US Defence Secretary Robert Gates predicted during his visit to India that the Lashkar-e-Taiba, or LeT, would launch an attack on India to trigger an Indo-Pakistan conflict. While commending India’s restraint following the 26/11 Mumbai attack, he wondered whether India’s patience would endure in that case. The Pune attack signals that this testing moment has arrived for India. It is time for the Indian government, strategic community, media (especially the electronic media) and civil society to carefully assess India’s national interest — because, in all probability, the Pune terrorist attack is likely to be just the first; others, perhaps even more devastating, are likely to follow. Let us for the moment forget the partisan political rhetoric on the foreign secretaries’ talks and concentrate on threats to India and how to tackle them.
American and British forces have launched their biggest operation since 2001 in a place called Marjah in the Helmand province of southern Afghanistan. The US has every reason to be worried that the Afghan Taliban forces under attack will retreat into Pakistani territory and obtain a safe haven in which to regroup.
When Robert Gates spoke about the LeT triggering off an Indo-Pakistan conflict, he had in mind the precedent of Osama bin Laden and Mullah Omar being pursued by the Northern Alliance and being cornered in the Tora Bora mountains — only to discover a safe haven in Pakistan in December 2001. At that time the Pakistani army was supposed to block their entry into Pakistan. But General Musharraf withdrew his forces from the border to allow the Al-Qaeda and Afghan Taliban leaders in. He justified his action with the alibi that Pakistan faced a threat from India under Operation Parakram, launched in the wake of the December 13 attack on Parliament by the LeT. In fact that attack was a deliberate trigger to cause an Indian mobilisation, thus providing Musharraf with an alibi.
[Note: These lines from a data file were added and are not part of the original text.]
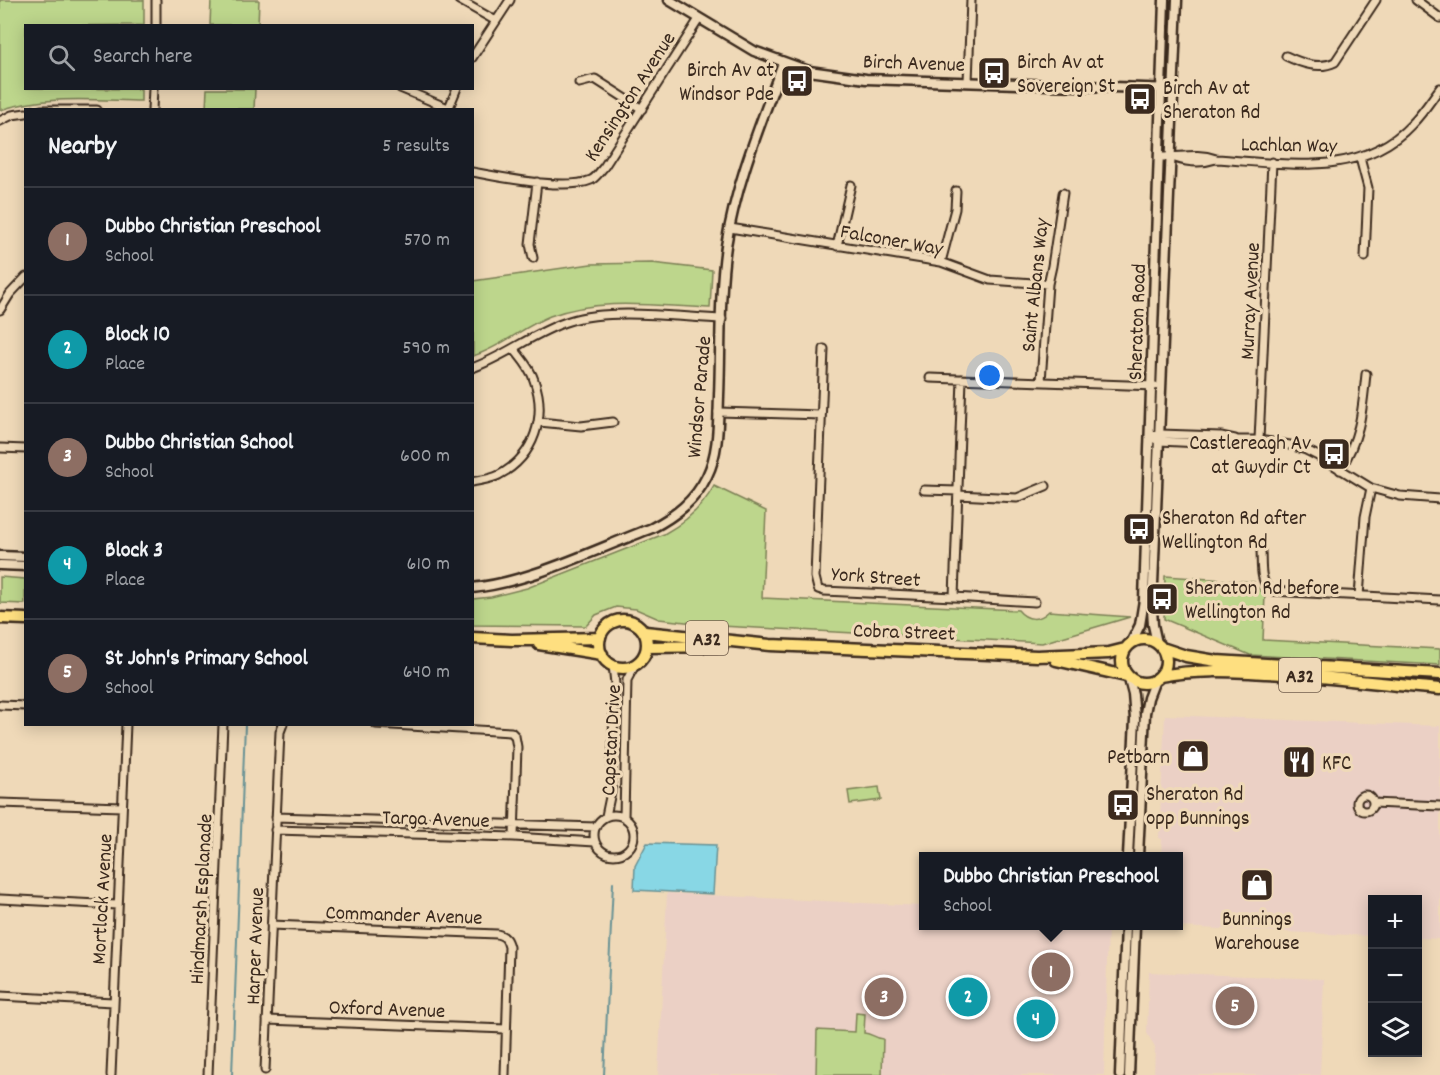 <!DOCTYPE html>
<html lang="en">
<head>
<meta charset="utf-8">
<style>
  :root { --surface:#171b24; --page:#242831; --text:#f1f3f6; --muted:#9ea1a6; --line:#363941; --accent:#db2777 }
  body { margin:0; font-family:Dekko,sans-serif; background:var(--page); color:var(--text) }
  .controls { position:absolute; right:18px; bottom:18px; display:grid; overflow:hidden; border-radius:0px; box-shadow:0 3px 15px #0003 }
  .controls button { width:54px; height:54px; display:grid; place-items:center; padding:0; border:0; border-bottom:2px solid var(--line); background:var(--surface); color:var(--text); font:30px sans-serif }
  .you { position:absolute; left:990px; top:376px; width:21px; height:21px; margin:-15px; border:4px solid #fff; border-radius:50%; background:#1a73e8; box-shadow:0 0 0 9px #1a73e833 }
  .badge { display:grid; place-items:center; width:39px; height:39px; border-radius:50%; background:var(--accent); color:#fff; font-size:20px; font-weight:700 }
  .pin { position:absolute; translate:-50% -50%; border:3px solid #fff; box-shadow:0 2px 6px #0006 }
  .popup { position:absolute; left:919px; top:852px; width:264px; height:78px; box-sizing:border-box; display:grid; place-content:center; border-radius:0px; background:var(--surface); filter:drop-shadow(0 2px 4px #0005); font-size:20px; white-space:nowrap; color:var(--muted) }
  .popup b { font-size:22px; color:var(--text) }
  .popup::after { content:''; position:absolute; left:50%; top:100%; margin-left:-12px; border:12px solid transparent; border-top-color:var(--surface) }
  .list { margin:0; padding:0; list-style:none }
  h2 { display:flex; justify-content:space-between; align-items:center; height:78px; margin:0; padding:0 24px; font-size:26px }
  h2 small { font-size:20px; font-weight:400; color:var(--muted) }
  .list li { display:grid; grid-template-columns:39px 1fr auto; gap:18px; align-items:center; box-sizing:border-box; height:108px; padding:0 24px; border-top:2px solid var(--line) }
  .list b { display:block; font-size:22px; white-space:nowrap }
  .list p { margin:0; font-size:20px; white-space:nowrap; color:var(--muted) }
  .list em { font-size:20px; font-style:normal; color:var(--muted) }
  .icon { flex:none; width:33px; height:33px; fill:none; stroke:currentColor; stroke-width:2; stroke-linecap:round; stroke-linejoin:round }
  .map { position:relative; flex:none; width:1440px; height:1075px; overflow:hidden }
  .search { position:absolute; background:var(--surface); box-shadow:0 3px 15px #0003; left:24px; top:24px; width:450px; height:66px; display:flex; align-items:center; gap:15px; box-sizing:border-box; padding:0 21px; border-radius:0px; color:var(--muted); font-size:22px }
  .panel { position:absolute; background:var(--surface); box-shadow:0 3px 15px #0003; left:24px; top:108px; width:450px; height:618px; border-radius:0px }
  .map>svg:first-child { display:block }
  .built { fill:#ebd0c5 }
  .green { fill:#bdd68c; stroke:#7c8055; stroke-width:1.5 }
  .water { fill:#88d7e5; stroke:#699295; stroke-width:1.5 }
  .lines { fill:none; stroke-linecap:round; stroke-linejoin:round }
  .stream { stroke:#699295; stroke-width:2 }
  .minor-casing { stroke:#3b2a1e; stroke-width:11 }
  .tertiary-casing { stroke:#3b2a1e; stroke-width:13 }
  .trunk-casing { stroke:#3b2a1e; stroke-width:15 }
  .minor { stroke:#efd9b8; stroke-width:7 }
  .tertiary { stroke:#efd9b8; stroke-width:8 }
  .trunk { stroke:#fedf80; stroke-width:10 }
  .labels { text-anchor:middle; stroke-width:6; stroke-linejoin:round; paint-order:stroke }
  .shield { fill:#efd9b8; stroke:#715e4c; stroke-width:1.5 }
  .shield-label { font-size:20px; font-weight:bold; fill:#3b2a1e }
  .poi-label { font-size:21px; fill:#3b2a1e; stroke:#efd9b8; text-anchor:start }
  .street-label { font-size:21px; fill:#3b2a1e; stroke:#efd9b8 }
</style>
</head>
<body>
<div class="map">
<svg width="1440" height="1075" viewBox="0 0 1440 1075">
  <rect width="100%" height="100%" fill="#efd9b8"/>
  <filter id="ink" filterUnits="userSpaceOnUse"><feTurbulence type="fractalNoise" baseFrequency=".0167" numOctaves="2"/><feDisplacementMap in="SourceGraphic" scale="12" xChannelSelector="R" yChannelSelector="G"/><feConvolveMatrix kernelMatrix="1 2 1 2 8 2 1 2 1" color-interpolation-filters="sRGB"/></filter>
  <g filter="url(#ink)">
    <path class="built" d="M1165 715 1440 726V939L1418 938V900H1372V936L1158 926H1178V856H1161L1162 839 1159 838Z
      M667 893 923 906 924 926H1108L1104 1075H658Z
      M1149 972 1324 979 1320 1075H1154L1155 1048 1147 1033Z"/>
    <path class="green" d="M0 0H144V25L26 26V88L141 89V101C92 100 48 95 0 110Z
      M211 0H259L258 25H210Z
      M207 89H255L254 109H206Z
      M652 263 712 270 710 308C657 306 600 297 550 316 523 327 501 347 473 356V281L591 264Z
      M714 486 766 511 762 598 1018 610C1027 621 1039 621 1049 611L1130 617 1042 643 721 626 659 619 636 609 616 607 596 615 586 626 473 625V599L491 597 527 588 664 534C686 522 702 508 714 486Z
      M1165 576 1254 582 1255 585 1265 595 1263 640 1440 649V665L1250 655 1164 619Z
      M0 577 25 579V604L0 603Z
      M879 787 881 800 850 804 848 791Z
      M856 1013 865 1014 864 1033C871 1033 874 1038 883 1039L882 1075H816L817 1030 855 1032Z"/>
    <path class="water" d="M647 843 716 845 713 894 634 890 635 866Z"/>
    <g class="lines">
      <path class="stream" d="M232 1075 245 724
        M604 1075 613 883"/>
      <defs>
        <path id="minor" d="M459 0 496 21
          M1416 0 1440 18
          M156 26V0
          M1286 56C1301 63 1319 70 1335 62L1376 0
          M472 58 510 0
          M968 82 971 0
          M579 83 595 79 642 109
          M400 88 448 108
          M41 110H97
          M152 110 153 88
          M448 110 457 88
          M0 121 12 115 26 113
          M1160 157C1181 158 1195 152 1216 159 1283 163 1361 179 1412 124 1423 113 1431 100 1440 88
          M1175 158C1189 163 1201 164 1216 159
          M1360 158 1368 188 1365 257
          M472 172C501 177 565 191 591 180 596 178 600 171 604 167L699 19
          M730 228 941 262 990 280 1048 284
          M837 246 851 185
          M533 258 530 244 537 182
          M941 262 955 209 956 191
          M0 310 10 294 26 277
          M824 349 815 577 818 589 824 591 954 597 962 379
          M472 368C506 356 534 332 569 321 611 308 677 317 722 319
          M930 378 1155 386
          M1041 381 1048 284 1052 266 1063 193
          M718 412 821 415
          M539 422 581 426 613 422
          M1154 435 1160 434 1221 436 1235 439
          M1150 437 1159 441 1221 444 1238 440H1259L1290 445 1306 450 1322 458 1371 488 1400 496 1440 499
          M1259 440 1272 162
          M0 448 26 449
          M1340 470C1361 436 1362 412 1366 374
          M472 482C481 480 492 479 499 475 535 456 547 416 534 380 531 369 521 358 514 349
          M924 490 958 491
          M958 495 1017 498 1046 486
          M1261 551C1262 565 1259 581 1271 591L1440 600
          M1359 596 1365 517 1371 488
          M954 597 1035 602
          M0 705 26 706
          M376 724 511 732 515 736 517 747 514 837
          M1357 803a8 8 0 1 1 16 0a8 8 0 1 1-16 0Z
          M0 803 122 807
          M1373 803 1440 806
          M594 835a20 20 0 1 1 40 0a20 20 0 1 1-40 0Z
          M606 816 611 792 615 684 613 665
          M276 817 596 827
          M624 817 627 680 635 665
          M275 830 514 837 595 842
          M0 899 117 905
          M271 925 497 934C505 936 507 939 509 947L505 1075
          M0 996 113 1002
          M267 1020 506 1029
          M265 1070 280 732 283 724
          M111 1075 126 724
          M208 1075 223 724"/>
        <path id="tertiary" d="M669 0 754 51 809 71 866 79 1175 89
          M0 556 26 557
          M0 565 26 566
          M472 588C531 582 596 549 652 528 675 516 695 501 707 476 719 452 718 422 719 396 721 346 719 295 726 246 736 182 761 123 783 63
          M1131 643 1140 625 1144 600 1164 0
          M1157 643 1153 625 1152 609 1177 0
          M1128 856 1135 719 1133 694 1129 679
          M1138 856 1145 713 1148 698 1155 680
          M1120 1075 1126 926
          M1129 1075 1135 926"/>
        <path id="trunk" d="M0 618 26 619
          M599 644a24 24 0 1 1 48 0a24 24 0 1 1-48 0Z
          M645 632 770 645 1037 656 1109 653 1125 649
          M472 638 512 640 600 638
          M1122 661a22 22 0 1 1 44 0a22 22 0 1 1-44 0Z
          M539 644 602 654
          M647 647 722 646
          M1162 648 1186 656 1216 661 1440 674
          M1056 660 1126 676
          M1160 676C1196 669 1230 671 1266 673 1324 676 1382 684 1440 689"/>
      </defs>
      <use href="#minor" class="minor-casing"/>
      <use href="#tertiary" class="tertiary-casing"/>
      <use href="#trunk" class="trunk-casing"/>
      <use href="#minor" class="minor"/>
      <use href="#tertiary" class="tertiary"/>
      <use href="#trunk" class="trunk"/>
    </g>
  </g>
  <defs>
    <symbol id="bus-square" viewBox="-11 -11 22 22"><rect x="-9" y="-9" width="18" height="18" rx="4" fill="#3b2a1e" stroke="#efd9b8"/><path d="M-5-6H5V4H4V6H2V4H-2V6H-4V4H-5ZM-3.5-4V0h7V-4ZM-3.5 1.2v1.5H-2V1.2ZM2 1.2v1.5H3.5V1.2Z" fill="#fff"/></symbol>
    <symbol id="shop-square" viewBox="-11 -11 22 22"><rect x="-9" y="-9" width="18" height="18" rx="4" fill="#3b2a1e" stroke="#efd9b8"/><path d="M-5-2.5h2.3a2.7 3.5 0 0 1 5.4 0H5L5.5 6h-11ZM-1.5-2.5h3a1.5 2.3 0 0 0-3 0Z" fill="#fff"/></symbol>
    <symbol id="restaurant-square" viewBox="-11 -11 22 22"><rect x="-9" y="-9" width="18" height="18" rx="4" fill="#3b2a1e" stroke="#efd9b8"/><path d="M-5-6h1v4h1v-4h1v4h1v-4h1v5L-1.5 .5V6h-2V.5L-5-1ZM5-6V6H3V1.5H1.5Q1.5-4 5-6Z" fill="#fff"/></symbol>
  </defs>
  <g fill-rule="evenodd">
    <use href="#bus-square" x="975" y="54" width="38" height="38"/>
    <use href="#bus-square" x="778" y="62" width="38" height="38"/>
    <use href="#bus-square" x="1121" y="80" width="38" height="38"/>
    <use href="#bus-square" x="1315" y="435" width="38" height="38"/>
    <use href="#bus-square" x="1120" y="510" width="38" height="38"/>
    <use href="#bus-square" x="1143" y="580" width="38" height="38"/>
    <use href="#shop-square" x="1174" y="737" width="38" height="38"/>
    <use href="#restaurant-square" x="1280" y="743" width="38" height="38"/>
    <use href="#bus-square" x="1104" y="786" width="38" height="38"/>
    <use href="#shop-square" x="1238" y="866" width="38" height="38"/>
  </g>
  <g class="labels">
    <g class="shield">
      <rect x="686" y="621" width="42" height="34" rx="4.5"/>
      <rect x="1279" y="658" width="42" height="34" rx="4.5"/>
    </g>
    <g class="shield-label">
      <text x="707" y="645">A32</text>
      <text x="1300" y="682">A32</text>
    </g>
    <g class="poi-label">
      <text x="1017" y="68">Birch Av at<tspan x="1017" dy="24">Sovereign St</tspan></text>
      <text x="774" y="76" text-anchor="end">Birch Av at<tspan x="774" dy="24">Windsor Pde</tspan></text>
      <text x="1163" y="94">Birch Av at<tspan x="1163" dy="24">Sheraton Rd</tspan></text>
      <text x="1311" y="449" text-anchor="end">Castlereagh Av<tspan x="1311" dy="24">at Gwydir Ct</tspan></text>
      <text x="1162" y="524">Sheraton Rd after<tspan x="1162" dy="24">Wellington Rd</tspan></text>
      <text x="1185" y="594">Sheraton Rd before<tspan x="1185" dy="24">Wellington Rd</tspan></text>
      <text x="1170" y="763" text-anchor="end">Petbarn</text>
      <text x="1322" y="769">KFC</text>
      <text x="1146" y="800">Sheraton Rd<tspan x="1146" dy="24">opp Bunnings</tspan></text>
      <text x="1257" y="925" text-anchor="middle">Bunnings<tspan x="1257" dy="24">Warehouse</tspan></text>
    </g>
    <g class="street-label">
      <text transform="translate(914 62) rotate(2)" y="7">Birch Avenue</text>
      <text transform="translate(629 96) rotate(-57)" y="7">Kensington Avenue</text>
      <text transform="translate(1289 144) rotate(1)" y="7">Lachlan Way</text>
      <text transform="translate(892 239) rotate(10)" y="7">Falconer Way</text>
      <text transform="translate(1034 285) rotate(-84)" y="7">Saint Albans Way</text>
      <text transform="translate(1249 301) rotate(-87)" y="7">Murray Avenue</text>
      <text transform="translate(1136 322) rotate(-88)" y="7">Sheraton Road</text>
      <text transform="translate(698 397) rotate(-85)" y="7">Windsor Parade</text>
      <text transform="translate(876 576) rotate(4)" y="7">York Street</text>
      <text transform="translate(904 631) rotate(2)" y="7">Cobra Street</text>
      <text transform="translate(610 740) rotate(-87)" y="7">Capstan Drive</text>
      <text transform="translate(436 818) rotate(2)" y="7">Targa Avenue</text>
      <text transform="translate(101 899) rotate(-87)" y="7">Mortlock Avenue</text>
      <text transform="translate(200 899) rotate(-87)" y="7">Hindmarsh Esplanade</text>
      <text transform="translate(404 914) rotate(2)" y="7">Commander Avenue</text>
      <text transform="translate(254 946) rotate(-88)" y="7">Harper Avenue</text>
      <text transform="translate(387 1008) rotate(2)" y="7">Oxford Avenue</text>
    </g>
  </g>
</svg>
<div class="controls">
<button>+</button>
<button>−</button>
<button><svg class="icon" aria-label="layers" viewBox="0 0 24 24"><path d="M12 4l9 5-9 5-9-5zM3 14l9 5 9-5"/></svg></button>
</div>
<div class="you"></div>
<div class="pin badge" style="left:1051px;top:972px;background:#8d6e63">1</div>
<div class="popup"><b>Dubbo Christian Preschool</b>School</div>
<div class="pin badge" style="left:968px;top:997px;background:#0f9aa8">2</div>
<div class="pin badge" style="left:884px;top:997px;background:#8d6e63">3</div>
<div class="pin badge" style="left:1036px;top:1019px;background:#0f9aa8">4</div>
<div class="pin badge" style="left:1235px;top:1006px;background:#8d6e63">5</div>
<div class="search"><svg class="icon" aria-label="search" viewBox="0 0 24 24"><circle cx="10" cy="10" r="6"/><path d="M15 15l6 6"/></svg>Search here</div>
<section class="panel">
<h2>Nearby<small>5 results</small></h2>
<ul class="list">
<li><span class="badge" style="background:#8d6e63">1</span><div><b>Dubbo Christian Preschool</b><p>School</p></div><em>570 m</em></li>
<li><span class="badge" style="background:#0f9aa8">2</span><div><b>Block 10</b><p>Place</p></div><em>590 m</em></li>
<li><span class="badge" style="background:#8d6e63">3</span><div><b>Dubbo Christian School</b><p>School</p></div><em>600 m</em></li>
<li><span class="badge" style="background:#0f9aa8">4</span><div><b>Block 3</b><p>Place</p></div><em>610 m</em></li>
<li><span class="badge" style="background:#8d6e63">5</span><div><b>St John's Primary School</b><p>School</p></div><em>640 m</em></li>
</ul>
</section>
</div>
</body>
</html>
Gates was anticipating that the Pakistani army would again resort to the same trick to create Indo-Pakistanconfrontation that would be an alibi allowing the Pakistan army to let the Taliban retreat into Pakistan to save it from a rout. Ever since the Marjah offensive was imminent, the last few weeks, the US has issued a terrorist threat advisory.
That explains why Chidambaram says there was no intelligence failure. This attack was expected and it is logical to expect more LeT attacks — and probably more severe attacks, sufficiently provocative to create immense pressure on India to retaliate with a military response. Pakistan desperately wants Indian jingoistic rhetoric: talk of military response, our strategists holding forth on a “cold start” and our media screaming for retaliation. They may not need an actual military response; even our politics and media, if sufficiently jingoistic, will be adequate for Pakistan to move their troops away from their western border to the east, allow safe haven to the Afghan Taliban and blame it all on the “Indian threat”.
The next couple of weeks are crucial. Pakistan has to generate its alibi well before the Afghan Taliban are pushed across the border. The LeT will have prepared contingency plans for attacks on Indian targets and developed the appropriate sleeper cells to carry them out. In this respect David Headley will be a valuable source of information. The closest coordination between Indian and US security agencies is called for to assess the possible targets, the nature of the attacks and their intensities. It is not only necessary for Indian and US security agencies to cooperate but also to be seen to be cooperating.
Will the Americans allow themselves to be taken for a ride for a second time and allow the Afghan Taliban to escape? If so, then there is no way the surge strategy will work, and the US and NATO will have to purchase reconcilable Taliban and ensure they stay purchased. The latest US Quadrennial Defence Review (QDR) says that “the first (objective) is to prevail in today’s wars” — the first time this objective has appeared in a QDR. “Achieving our objectives in Afghanistan and Iraq has moved to the top of the institutional military’s budgeting, policy, and programme priorities. We now recognise that America’s ability to deal with threats for years to come will depend importantly on our success in the current conflicts.”
In other words, if the Americans do not win this campaign in Afghanistan they can forget about not only being a preeminent economic and technological power but a preeminent military power. They will have been defeated not by the Taliban — but by the wily ISI, that they themselves trained in the 1980s. Will that be acceptable? The Pakistanis will have reversed the results of the 2001 campaign, restored the Taliban to Afghanistan, sustained the LeT threats to the US homeland and perhaps kept alive Osama bin Laden and Al-Zawahiri.
India should not walk into the Pakistani trap. Can the government of India afford to do so?